May 09, 2012 03:19 PM IST | Source: CNBC-TV18

NIIT looks to retain margins at 15% in FY13

After reporting a consolidated net profit of Rs 26 crore for the fourth quarter of FY12, up 30% from a year ago period, NIIT is hopeful of maintaining its good performance.

After a 30% increase in consolidated net profit in the fourth quarter of FY12, NIIT is hopeful of maintaining its good performance in the coming fiscal as well.

The company is also looking at the US and European markets along with the Indian markets for better opportunities. In an interview with CNBC-TV18, Vijay Thadani, CEO of NIIT said, "While the market will remain uncertain, we do see a positive opportunity for order intake if you look at the outsourcing market from US and Europe."

NIIT posted consolidated net profit of Rs 26 crore in Q4FY12, against Rs 20 crore in the corresponding quarter last year. The consolidated net revenue also increased considerably at 38.64% to Rs 305 crore from Rs 220 crore in Q4FY11. The EBITDA margins for NIIT rose 15.16% to Rs 35.7 crore in the fourth quarter of 2012, compared to Rs 31 crore in the quarter ended 31 March, 2011.
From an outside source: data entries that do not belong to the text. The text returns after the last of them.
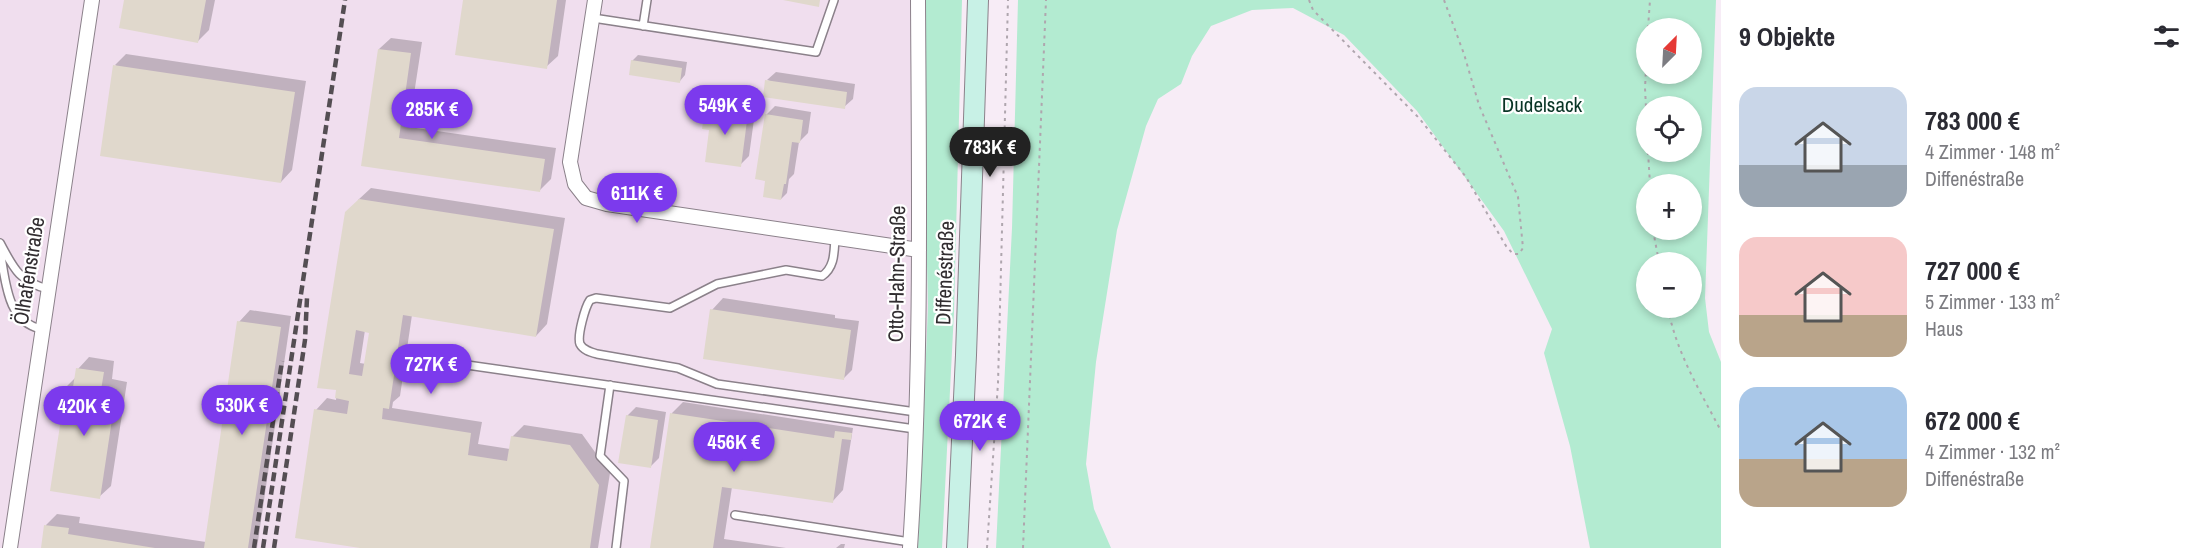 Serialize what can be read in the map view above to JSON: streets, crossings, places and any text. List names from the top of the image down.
{
  "streets": {
    "main road": ["Diffenéstraße"],
    "street": ["Ölhafenstraße", "Otto-Hahn-Straße"]
  },
  "parks": ["Dudelsack"],
  "north": "top right",
  "page": {
    "heading": "9 Objekte",
    "map_buttons": ["+", "−"],
    "list": [
      {
        "name": "783 000 €",
        "note": "4 Zimmer · 148 m² · Diffenéstraße"
      },
      {
        "name": "727 000 €",
        "note": "5 Zimmer · 133 m² · Haus"
      },
      {
        "name": "672 000 €",
        "note": "4 Zimmer · 132 m² · Diffenéstraße"
      }
    ],
    "price": [
      "549K €",
      "285K €",
      "783K €",
      "611K €",
      "727K €",
      "530K €",
      "420K €",
      "672K €",
      "456K €"
    ]
  }
}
Below is the edited transcript of his interview with CNBC-TV18. Also watch the accompanying video.

Q: Lay out the trajectory, as you see, for the rest of this year because the body language from IT companies has been quite different when we speak to different managements. What is it that looks like a reasonable revenue growth target for NIIT this year?
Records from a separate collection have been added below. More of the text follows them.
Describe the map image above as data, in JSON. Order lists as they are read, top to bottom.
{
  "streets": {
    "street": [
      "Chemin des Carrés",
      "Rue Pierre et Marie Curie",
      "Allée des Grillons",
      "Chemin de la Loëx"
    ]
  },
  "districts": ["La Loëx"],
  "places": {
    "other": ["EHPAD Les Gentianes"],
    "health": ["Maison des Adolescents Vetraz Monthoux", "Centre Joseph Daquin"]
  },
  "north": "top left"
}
A: Before that I need to put it in a perspective. During the last year, our focus was on strengthening our balance sheet and we brought it to a near zero debt situation, just 6.7 crore out of 310 crore. We had a very decent growth in each of the four platforms of growth that we have been focusing on.

The cloud campus got 13,800 new enrolments which in the first year of operation is phenomenal response. We had in our managed training services added nine global contracts with USD 120 million visibilities now. We added 47% order intake improvement in the schools where we are working on NGuru solutions.

In the skill building segment we built a partnership with National Skill Development Corporation (NSDC) for skills development with six new centers. If you look at this as a backdrop, there are two important markets which are important to us - one is India and the other is US and Europe.

Managed training services are a relatively new activity and the propensity to outsource, given the economic uncertainty, is on an increase. We have seen a dramatic increase in our order intake. We do see that trend continuing during the year based on the funnel that we see. While the market will remain uncertain, we do see a positive opportunity for order intake if you look at the outsourcing market from US and Europe.

On the other hand, if I look at India, I think a number of conditions can point to its being positive. There are a larger number of people going to colleges and therefore, more people are looking for jobs. Hence, there is a requirement of skills development from a supply side.

From a demand side, the signal is mixed. There are certain sections which are looking for more people. Now that we have a diversified portfolio of training offerings, we are cautiously optimistic. I tend to feel that it's a mixed reaction for next year. But, we tend to feel that the four platforms that we are working on will all aid us in overcoming that to a certain extent.

Q: Detail what's happened on the margin front as well for NIIT this time around?

A: If you look at our overall results, we have to exclude the divestiture of Element K from both sides. Element K was a relatively lower margin business. But, in operations, its volume was fairly large.

If you take that away, then you would see that on a like to like continuing basis and without considering pass through revenues to create a comparable, the margins are at the same level as last year. It slightly dipped about 20 basis points. But, I think broadly, it is at the same level. Given the new initiatives that we had launched, one would have looked at a larger drop in margins, something which we had projected.

Q: Given what you are seeing in terms of enrollments, on what do you think there might be a likely revenue growth for this year, even a ballpark percentage range?

A: I definitely feel that at the level that we grew last year, which was about 15% on a year on year basis, we should have a similar level despite choppy conditions. What that level might be, whether it is a few 100 basis points lower or a little higher is difficult to predict. But, I would tend to feel in early teens is perhaps the right level of growth to aim for.